Malgré tout, la liste des exactions et des atrocités qui
n’en finit pas de s’allonger commence à inquiéter les autorités de Sarlat. Que
se passe-t-il donc dans cette région si paisible auparavant ?
C’est tout naturellement que le pouvoir va demander au nouveau
seigneur du lieu, Jaquemet de Reignac, de diligenter une enquête sur ces
mystères. Une enquête qui durera longtemps, très longtemps et pour cause.
Derrière les murs de sa forteresse imprenable, Jaquemet de
Reignac n’a cure des demandes de Sarlat. Il a bien d’autres chats à fouetter.
C’est d’ailleurs armé d’une solide lanière de cuir qu’il pousse la porte de sa
chambre, une petite cellule de quatre mètres carrés seulement. Cet espace
réduit lui rappelle certainement ses années de captivités dans les geôles
musulmanes. Ses yeux brillent d’un éclat démoniaque. L’ancien croisé pose un
regard cruel sur la jeune fille terrorisée et à moitié nue qui, plaquée au mur,
tremble de tous ses membres.
Le seigneur de Reignac est un personnage dur et implacable. Son
crâne dégarni, sa longue barbe blanche, son nez busqué qui s’étire dans le
prolongement d’un front bas et son regard pénétrant comme l’acier d’une lame,
distillent une sourde terreur chez ses sujets.

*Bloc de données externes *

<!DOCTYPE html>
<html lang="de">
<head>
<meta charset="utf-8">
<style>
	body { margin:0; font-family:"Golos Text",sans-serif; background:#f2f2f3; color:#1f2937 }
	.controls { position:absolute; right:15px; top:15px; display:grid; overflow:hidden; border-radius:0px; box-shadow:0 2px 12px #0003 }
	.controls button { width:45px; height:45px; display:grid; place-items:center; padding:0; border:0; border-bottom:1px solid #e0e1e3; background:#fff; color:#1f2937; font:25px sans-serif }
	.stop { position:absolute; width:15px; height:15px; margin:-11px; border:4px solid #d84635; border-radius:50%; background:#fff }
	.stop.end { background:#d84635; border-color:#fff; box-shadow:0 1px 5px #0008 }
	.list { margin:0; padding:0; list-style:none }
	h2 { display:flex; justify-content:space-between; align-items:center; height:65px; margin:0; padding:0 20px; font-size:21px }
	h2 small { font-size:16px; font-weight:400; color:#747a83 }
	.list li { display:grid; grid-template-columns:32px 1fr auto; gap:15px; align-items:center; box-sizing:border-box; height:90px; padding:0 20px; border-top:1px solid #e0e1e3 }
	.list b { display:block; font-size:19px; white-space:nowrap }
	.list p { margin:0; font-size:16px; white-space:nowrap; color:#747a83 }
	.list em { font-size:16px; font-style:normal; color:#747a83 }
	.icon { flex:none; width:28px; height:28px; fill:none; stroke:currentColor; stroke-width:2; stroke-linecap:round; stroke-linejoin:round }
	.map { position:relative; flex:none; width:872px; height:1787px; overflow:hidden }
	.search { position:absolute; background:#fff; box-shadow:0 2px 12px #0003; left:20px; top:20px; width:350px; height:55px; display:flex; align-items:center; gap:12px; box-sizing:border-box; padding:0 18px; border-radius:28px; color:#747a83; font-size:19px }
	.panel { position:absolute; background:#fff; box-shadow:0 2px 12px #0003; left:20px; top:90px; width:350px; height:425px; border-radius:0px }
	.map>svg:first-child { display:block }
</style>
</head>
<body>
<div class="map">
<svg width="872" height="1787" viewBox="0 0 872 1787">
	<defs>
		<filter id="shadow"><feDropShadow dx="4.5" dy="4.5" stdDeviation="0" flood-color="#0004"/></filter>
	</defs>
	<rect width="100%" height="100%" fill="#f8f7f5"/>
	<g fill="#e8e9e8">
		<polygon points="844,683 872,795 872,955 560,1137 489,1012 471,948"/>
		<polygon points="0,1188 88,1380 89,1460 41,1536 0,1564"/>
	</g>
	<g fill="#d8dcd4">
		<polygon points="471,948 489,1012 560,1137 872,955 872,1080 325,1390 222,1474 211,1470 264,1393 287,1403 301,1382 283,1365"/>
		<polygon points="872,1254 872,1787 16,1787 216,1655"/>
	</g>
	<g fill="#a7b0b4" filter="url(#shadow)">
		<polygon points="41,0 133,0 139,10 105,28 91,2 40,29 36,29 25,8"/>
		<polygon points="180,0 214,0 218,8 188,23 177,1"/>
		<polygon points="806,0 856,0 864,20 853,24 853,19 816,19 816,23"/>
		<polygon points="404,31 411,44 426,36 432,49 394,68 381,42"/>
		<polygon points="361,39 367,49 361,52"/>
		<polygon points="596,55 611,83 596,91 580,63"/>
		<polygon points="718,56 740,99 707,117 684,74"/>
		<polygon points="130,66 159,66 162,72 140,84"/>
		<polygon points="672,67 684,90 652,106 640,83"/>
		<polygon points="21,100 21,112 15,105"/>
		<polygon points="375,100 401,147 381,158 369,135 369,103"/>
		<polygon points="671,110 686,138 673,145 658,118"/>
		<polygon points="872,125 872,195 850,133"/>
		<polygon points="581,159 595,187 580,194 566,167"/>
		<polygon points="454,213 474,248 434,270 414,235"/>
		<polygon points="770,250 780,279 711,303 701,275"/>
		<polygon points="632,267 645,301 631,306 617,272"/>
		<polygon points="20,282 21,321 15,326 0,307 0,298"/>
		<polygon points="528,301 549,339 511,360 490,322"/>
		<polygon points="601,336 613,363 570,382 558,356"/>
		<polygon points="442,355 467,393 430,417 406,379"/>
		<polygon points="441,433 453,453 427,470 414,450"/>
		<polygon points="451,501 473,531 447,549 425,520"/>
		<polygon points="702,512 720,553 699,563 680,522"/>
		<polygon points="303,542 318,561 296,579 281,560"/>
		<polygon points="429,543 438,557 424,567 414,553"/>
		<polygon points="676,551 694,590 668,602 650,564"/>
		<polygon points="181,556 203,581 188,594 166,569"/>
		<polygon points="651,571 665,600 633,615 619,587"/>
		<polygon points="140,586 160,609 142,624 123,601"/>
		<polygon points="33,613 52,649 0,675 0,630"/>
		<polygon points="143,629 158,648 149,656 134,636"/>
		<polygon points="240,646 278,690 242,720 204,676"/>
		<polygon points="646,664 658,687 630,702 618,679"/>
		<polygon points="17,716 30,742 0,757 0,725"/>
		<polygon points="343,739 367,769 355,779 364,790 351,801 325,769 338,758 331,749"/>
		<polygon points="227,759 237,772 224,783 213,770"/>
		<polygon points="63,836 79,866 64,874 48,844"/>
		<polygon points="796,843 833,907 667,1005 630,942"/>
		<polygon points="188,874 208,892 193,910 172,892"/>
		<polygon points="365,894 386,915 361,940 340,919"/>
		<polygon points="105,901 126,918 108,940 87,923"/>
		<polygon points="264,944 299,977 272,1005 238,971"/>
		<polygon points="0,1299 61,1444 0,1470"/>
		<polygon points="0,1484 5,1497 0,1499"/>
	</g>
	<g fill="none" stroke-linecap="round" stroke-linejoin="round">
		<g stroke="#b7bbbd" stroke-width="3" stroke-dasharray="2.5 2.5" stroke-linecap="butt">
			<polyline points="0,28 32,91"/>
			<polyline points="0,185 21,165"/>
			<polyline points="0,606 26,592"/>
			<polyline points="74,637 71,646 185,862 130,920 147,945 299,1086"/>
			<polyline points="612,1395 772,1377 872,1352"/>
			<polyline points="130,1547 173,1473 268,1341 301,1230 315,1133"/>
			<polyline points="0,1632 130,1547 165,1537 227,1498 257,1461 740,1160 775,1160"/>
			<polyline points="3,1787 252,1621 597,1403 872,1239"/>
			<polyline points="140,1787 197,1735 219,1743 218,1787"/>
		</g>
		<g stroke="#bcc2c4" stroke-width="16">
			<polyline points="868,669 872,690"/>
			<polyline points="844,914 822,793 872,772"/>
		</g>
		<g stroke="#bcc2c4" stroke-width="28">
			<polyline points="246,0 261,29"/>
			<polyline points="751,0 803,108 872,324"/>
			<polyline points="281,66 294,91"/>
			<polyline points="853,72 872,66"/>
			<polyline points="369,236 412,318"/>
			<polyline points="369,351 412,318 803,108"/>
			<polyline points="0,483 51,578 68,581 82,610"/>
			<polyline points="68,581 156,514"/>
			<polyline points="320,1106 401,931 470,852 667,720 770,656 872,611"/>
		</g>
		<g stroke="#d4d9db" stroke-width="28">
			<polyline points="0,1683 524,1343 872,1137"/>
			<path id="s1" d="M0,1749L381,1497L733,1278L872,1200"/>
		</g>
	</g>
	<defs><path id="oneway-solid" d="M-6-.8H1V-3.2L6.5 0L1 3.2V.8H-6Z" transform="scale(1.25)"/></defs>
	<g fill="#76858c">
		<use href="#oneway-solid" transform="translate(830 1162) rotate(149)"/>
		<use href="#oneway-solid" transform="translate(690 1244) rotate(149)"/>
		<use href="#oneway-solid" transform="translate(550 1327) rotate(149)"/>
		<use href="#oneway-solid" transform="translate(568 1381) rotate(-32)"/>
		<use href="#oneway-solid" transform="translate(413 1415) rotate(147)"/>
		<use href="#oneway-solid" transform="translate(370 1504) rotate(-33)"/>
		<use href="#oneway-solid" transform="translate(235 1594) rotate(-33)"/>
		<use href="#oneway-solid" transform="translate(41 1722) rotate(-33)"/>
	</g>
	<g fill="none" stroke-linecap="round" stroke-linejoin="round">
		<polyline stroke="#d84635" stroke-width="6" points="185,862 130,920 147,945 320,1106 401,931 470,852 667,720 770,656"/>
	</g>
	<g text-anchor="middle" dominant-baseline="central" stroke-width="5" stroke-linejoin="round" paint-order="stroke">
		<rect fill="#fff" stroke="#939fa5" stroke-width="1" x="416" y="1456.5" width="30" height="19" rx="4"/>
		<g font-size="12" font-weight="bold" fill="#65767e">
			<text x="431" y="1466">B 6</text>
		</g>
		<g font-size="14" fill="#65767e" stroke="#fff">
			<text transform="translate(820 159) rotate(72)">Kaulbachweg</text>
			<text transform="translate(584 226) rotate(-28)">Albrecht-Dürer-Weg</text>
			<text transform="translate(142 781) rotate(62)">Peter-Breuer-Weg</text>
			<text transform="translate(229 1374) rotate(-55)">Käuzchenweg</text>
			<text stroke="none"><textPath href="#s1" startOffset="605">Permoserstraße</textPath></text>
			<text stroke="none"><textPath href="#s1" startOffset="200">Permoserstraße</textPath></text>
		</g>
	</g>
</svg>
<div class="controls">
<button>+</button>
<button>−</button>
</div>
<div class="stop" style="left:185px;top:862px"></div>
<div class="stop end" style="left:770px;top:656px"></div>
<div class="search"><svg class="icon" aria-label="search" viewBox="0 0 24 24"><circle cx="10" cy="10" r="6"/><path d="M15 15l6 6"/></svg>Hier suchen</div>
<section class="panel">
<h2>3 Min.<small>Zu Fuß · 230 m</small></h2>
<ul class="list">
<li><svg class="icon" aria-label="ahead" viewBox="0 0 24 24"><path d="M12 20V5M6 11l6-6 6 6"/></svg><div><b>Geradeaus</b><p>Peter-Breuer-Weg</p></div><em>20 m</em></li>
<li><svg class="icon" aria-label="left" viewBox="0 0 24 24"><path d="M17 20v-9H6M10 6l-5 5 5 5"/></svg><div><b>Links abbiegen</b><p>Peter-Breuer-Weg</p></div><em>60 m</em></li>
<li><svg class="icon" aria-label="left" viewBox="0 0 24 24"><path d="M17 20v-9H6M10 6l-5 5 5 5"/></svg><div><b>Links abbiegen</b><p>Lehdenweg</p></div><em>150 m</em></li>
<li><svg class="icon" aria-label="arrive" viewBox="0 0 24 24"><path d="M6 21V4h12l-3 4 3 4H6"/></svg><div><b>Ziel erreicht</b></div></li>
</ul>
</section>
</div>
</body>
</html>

Dans sa jeunesse, l’homme fut écuyer aux écuries de
Montignac. Pressé par son père de partir en Terre sainte pour délivrer le
tombeau du Christ, il fut fait prisonnier par les Sarrasins et demeura, des
années durant, leur captif au fond d’un cachot puant.
À la mort de son père, il réussit toutefois à regagner sa
Dordogne natale pour prendre possession de ses terres et de son château.
Intransigeant et violent par nature, il ne perd aucune
occasion d’affirmer qu’il est le maître. Il organise la justice, dont il a la
charge. L’une de ses premières mesures est de pendre une douzaine de juifs qui
avaient accordé des prêts usuriers à des catholiques.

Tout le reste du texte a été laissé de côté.